Provided records:
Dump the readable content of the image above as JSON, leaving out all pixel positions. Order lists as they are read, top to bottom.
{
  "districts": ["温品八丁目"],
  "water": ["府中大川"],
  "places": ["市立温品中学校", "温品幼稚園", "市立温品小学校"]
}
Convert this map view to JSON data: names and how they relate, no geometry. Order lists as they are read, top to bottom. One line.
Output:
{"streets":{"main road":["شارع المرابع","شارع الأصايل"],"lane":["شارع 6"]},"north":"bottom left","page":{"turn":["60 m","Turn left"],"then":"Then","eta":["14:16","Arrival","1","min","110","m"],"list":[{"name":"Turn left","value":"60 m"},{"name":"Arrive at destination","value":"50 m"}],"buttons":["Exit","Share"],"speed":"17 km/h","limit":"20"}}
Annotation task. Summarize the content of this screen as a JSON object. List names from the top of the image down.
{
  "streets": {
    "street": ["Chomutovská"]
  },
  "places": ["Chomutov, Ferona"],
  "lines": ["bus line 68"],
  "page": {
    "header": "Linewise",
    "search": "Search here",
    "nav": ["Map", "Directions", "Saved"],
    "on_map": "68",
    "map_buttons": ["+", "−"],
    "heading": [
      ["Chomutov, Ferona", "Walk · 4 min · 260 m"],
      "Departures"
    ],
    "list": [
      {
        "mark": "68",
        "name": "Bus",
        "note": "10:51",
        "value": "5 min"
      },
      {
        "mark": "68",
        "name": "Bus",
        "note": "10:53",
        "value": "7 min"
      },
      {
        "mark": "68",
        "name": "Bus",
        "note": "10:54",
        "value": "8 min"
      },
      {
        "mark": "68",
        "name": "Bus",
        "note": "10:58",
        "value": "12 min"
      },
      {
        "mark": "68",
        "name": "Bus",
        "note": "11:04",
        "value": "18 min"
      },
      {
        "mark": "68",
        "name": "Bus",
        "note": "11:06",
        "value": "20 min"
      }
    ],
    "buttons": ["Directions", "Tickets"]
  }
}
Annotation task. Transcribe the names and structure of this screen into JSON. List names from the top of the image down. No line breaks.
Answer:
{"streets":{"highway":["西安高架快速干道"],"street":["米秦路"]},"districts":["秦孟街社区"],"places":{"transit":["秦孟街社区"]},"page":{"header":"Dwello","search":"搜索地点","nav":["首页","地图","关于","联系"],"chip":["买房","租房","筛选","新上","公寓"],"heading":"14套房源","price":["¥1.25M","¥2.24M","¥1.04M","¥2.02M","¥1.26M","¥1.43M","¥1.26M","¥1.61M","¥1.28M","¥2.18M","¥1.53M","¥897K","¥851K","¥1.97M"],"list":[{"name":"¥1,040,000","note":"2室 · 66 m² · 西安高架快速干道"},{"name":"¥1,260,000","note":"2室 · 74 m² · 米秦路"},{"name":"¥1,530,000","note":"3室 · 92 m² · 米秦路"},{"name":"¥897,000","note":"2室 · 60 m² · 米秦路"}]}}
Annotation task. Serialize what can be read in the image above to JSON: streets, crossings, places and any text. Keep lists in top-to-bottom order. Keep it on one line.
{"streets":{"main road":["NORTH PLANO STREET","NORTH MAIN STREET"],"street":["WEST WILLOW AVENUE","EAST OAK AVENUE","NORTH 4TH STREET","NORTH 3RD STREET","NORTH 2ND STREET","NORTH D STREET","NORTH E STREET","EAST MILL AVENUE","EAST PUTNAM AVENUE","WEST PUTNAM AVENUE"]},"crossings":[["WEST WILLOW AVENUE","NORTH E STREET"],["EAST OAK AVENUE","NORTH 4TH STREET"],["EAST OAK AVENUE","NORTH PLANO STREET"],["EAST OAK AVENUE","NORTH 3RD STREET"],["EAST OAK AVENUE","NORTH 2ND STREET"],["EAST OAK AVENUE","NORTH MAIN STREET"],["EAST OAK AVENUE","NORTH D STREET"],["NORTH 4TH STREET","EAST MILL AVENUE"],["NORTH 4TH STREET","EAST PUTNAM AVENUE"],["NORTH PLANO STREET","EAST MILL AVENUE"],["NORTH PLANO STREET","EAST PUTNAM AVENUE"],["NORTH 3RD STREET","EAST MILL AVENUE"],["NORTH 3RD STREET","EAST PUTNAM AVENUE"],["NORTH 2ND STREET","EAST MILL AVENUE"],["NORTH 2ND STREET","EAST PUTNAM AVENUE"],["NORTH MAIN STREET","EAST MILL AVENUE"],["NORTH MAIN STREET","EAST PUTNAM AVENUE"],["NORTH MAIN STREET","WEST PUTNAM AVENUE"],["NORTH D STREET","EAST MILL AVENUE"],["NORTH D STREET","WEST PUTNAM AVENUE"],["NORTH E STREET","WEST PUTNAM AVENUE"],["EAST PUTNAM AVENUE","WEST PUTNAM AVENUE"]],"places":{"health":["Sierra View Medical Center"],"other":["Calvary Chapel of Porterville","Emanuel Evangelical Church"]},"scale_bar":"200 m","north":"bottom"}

Problem statement: Would you transcribe the records above exactly, leaving nothing out?

Solution to this problem:
Dump the readable content of the image above as JSON, leaving out all pixel positions. Order lists as they are read, top to bottom.
{
  "districts": ["温品八丁目"],
  "water": ["府中大川"],
  "places": ["市立温品中学校", "温品幼稚園", "市立温品小学校"]
}
Convert this map view to JSON data: names and how they relate, no geometry. Order lists as they are read, top to bottom. One line.
Output:
{"streets":{"main road":["شارع المرابع","شارع الأصايل"],"lane":["شارع 6"]},"north":"bottom left","page":{"turn":["60 m","Turn left"],"then":"Then","eta":["14:16","Arrival","1","min","110","m"],"list":[{"name":"Turn left","value":"60 m"},{"name":"Arrive at destination","value":"50 m"}],"buttons":["Exit","Share"],"speed":"17 km/h","limit":"20"}}
Annotation task. Summarize the content of this screen as a JSON object. List names from the top of the image down.
{
  "streets": {
    "street": ["Chomutovská"]
  },
  "places": ["Chomutov, Ferona"],
  "lines": ["bus line 68"],
  "page": {
    "header": "Linewise",
    "search": "Search here",
    "nav": ["Map", "Directions", "Saved"],
    "on_map": "68",
    "map_buttons": ["+", "−"],
    "heading": [
      ["Chomutov, Ferona", "Walk · 4 min · 260 m"],
      "Departures"
    ],
    "list": [
      {
        "mark": "68",
        "name": "Bus",
        "note": "10:51",
        "value": "5 min"
      },
      {
        "mark": "68",
        "name": "Bus",
        "note": "10:53",
        "value": "7 min"
      },
      {
        "mark": "68",
        "name": "Bus",
        "note": "10:54",
        "value": "8 min"
      },
      {
        "mark": "68",
        "name": "Bus",
        "note": "10:58",
        "value": "12 min"
      },
      {
        "mark": "68",
        "name": "Bus",
        "note": "11:04",
        "value": "18 min"
      },
      {
        "mark": "68",
        "name": "Bus",
        "note": "11:06",
        "value": "20 min"
      }
    ],
    "buttons": ["Directions", "Tickets"]
  }
}
Annotation task. Transcribe the names and structure of this screen into JSON. List names from the top of the image down. No line breaks.
Answer:
{"streets":{"highway":["西安高架快速干道"],"street":["米秦路"]},"districts":["秦孟街社区"],"places":{"transit":["秦孟街社区"]},"page":{"header":"Dwello","search":"搜索地点","nav":["首页","地图","关于","联系"],"chip":["买房","租房","筛选","新上","公寓"],"heading":"14套房源","price":["¥1.25M","¥2.24M","¥1.04M","¥2.02M","¥1.26M","¥1.43M","¥1.26M","¥1.61M","¥1.28M","¥2.18M","¥1.53M","¥897K","¥851K","¥1.97M"],"list":[{"name":"¥1,040,000","note":"2室 · 66 m² · 西安高架快速干道"},{"name":"¥1,260,000","note":"2室 · 74 m² · 米秦路"},{"name":"¥1,530,000","note":"3室 · 92 m² · 米秦路"},{"name":"¥897,000","note":"2室 · 60 m² · 米秦路"}]}}
Annotation task. Serialize what can be read in the image above to JSON: streets, crossings, places and any text. Keep lists in top-to-bottom order. Keep it on one line.
{"streets":{"main road":["NORTH PLANO STREET","NORTH MAIN STREET"],"street":["WEST WILLOW AVENUE","EAST OAK AVENUE","NORTH 4TH STREET","NORTH 3RD STREET","NORTH 2ND STREET","NORTH D STREET","NORTH E STREET","EAST MILL AVENUE","EAST PUTNAM AVENUE","WEST PUTNAM AVENUE"]},"crossings":[["WEST WILLOW AVENUE","NORTH E STREET"],["EAST OAK AVENUE","NORTH 4TH STREET"],["EAST OAK AVENUE","NORTH PLANO STREET"],["EAST OAK AVENUE","NORTH 3RD STREET"],["EAST OAK AVENUE","NORTH 2ND STREET"],["EAST OAK AVENUE","NORTH MAIN STREET"],["EAST OAK AVENUE","NORTH D STREET"],["NORTH 4TH STREET","EAST MILL AVENUE"],["NORTH 4TH STREET","EAST PUTNAM AVENUE"],["NORTH PLANO STREET","EAST MILL AVENUE"],["NORTH PLANO STREET","EAST PUTNAM AVENUE"],["NORTH 3RD STREET","EAST MILL AVENUE"],["NORTH 3RD STREET","EAST PUTNAM AVENUE"],["NORTH 2ND STREET","EAST MILL AVENUE"],["NORTH 2ND STREET","EAST PUTNAM AVENUE"],["NORTH MAIN STREET","EAST MILL AVENUE"],["NORTH MAIN STREET","EAST PUTNAM AVENUE"],["NORTH MAIN STREET","WEST PUTNAM AVENUE"],["NORTH D STREET","EAST MILL AVENUE"],["NORTH D STREET","WEST PUTNAM AVENUE"],["NORTH E STREET","WEST PUTNAM AVENUE"],["EAST PUTNAM AVENUE","WEST PUTNAM AVENUE"]],"places":{"health":["Sierra View Medical Center"],"other":["Calvary Chapel of Porterville","Emanuel Evangelical Church"]},"scale_bar":"200 m","north":"bottom"}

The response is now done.